A Closer Look at VMware Tanzu Kubernetes Grid Multitenant Setup

May 28, 2020 Tom Schwaller

VMware Tanzu Kubernetes Grid (TKG) is using the Kubernetes Cluster API to create Kubernetes clusters on vSphere 6.7U3, AWS, and in the future, other cloud environments as well. All you need (on vSphere) is the TKG CLI and two OVA templates — one for the Kubernetes control plane/worker nodes and one for the HAProxy, which is used to load balance the control plane nodes. If you want a fast start with TKG, use William Lam’s TKG Demo Appliance, which is available as a VMware Fling, and read Kendrick Coleman’s introduction to TKG.

In this post, we will only use command line tools to install a multitenant TKG 1.0 setup. We will also present a few tips and tricks, and discuss best practices for the installation on vSphere 6.7U3. In our next post, we will upgrade this setup using TKG 1.1, which was released a few days ago.

Automating the download of TKG binaries

First, download the TKG binaries and OVAs available at my.vmware.com.

The easiest way to do this in an automated way is to use the vmw-cli tool. Since we have to use Docker for the TKG installation anyway, we use the vmw-cli Docker image, not the NPM-based installation method. Let’s pull the image first:

$ docker pull apnex/vmw-cli

Next, add the following two environment variables in your ~/.bash_profile and reload it (source ~/.bash_profile). If you are using another shell (e.g., zsh, tcsh, etc.) on your Linux system, adapt this step accordingly. I am using an Ubuntu 18.04.4 LTS system as jump host, but any other Linux (or MacOS) system works equally well. 
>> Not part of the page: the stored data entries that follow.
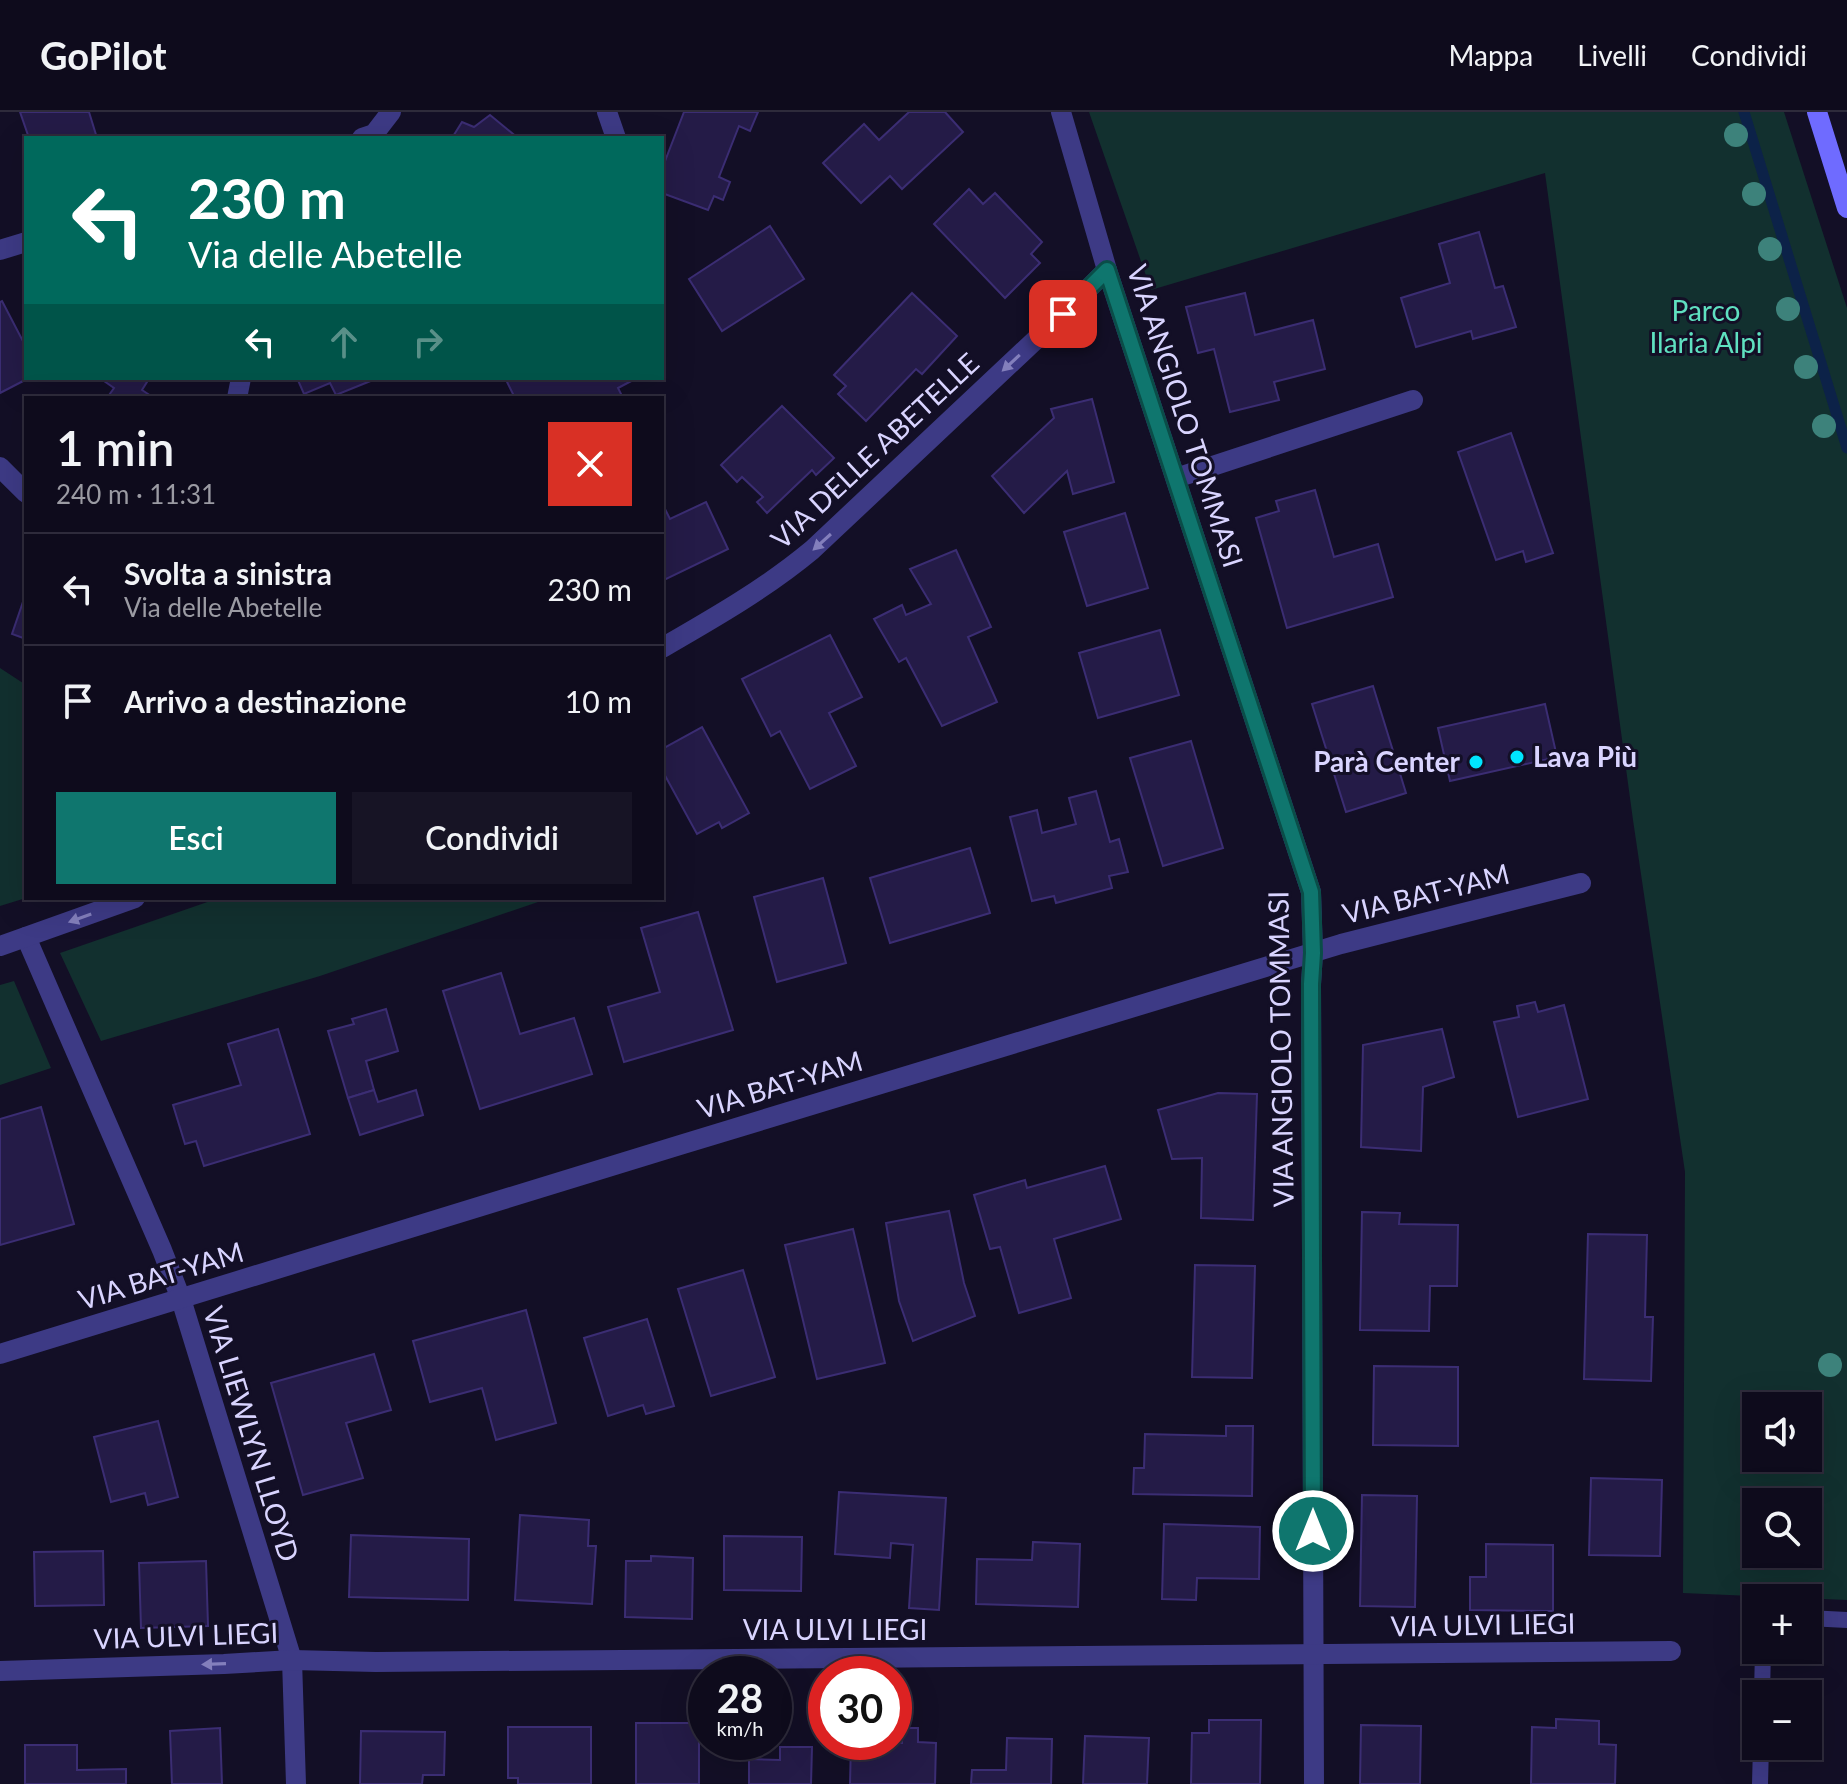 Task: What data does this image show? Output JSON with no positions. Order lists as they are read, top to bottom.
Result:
{
  "streets": {
    "street": [
      "VIA ANGIOLO TOMMASI",
      "VIA DELLE ABETELLE",
      "VIA BAT-YAM",
      "VIA LIEWLYN LLOYD",
      "VIA ULVI LIEGI"
    ]
  },
  "crossings": [
    ["VIA ANGIOLO TOMMASI", "VIA DELLE ABETELLE"],
    ["VIA ANGIOLO TOMMASI", "VIA BAT-YAM"],
    ["VIA ANGIOLO TOMMASI", "VIA ULVI LIEGI"],
    ["VIA BAT-YAM", "VIA LIEWLYN LLOYD"],
    ["VIA LIEWLYN LLOYD", "VIA ULVI LIEGI"]
  ],
  "one_way": ["VIA DELLE ABETELLE"],
  "parks": ["Parco Ilaria Alpi"],
  "places": ["Lava Più", "Parà Center"],
  "page": {
    "header": "GoPilot",
    "nav": ["Mappa", "Livelli", "Condividi"],
    "turn": ["230 m", "Via delle Abetelle"],
    "heading": ["1 min", "240 m · 11:31"],
    "list": [
      {
        "name": "Svolta a sinistra",
        "note": "Via delle Abetelle",
        "value": "230 m"
      },
      {
        "name": "Arrivo a destinazione",
        "value": "10 m"
      }
    ],
    "buttons": ["Esci", "Condividi"],
    "map_buttons": ["+", "−"],
    "speed": "28 km/h",
    "limit": "30"
  }
}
$ cat >> ~/.bash_profile << EOF
export VMWUSER='<username>'
export VMWPASS='<password>'
EOF
 
$ source ~/.bash_profile

Don’t forget to use your own my.vmware.com username and password! The following command downloads the index files fileIndex.json and mainIndex.json into our working directory ~/tkg, which we create first.

$ mkdir ~/tkg
$ cd ~/tkg
$ docker run -t --rm -e VMWUSER=$VMWUSER -e VMWPASS=$VMWPASS -v ${PWD}:/files apnex/vmw-cli index vmware-tanzu-kubernetes-grid

And finally, let’s download the TKG CLI and two OVAs.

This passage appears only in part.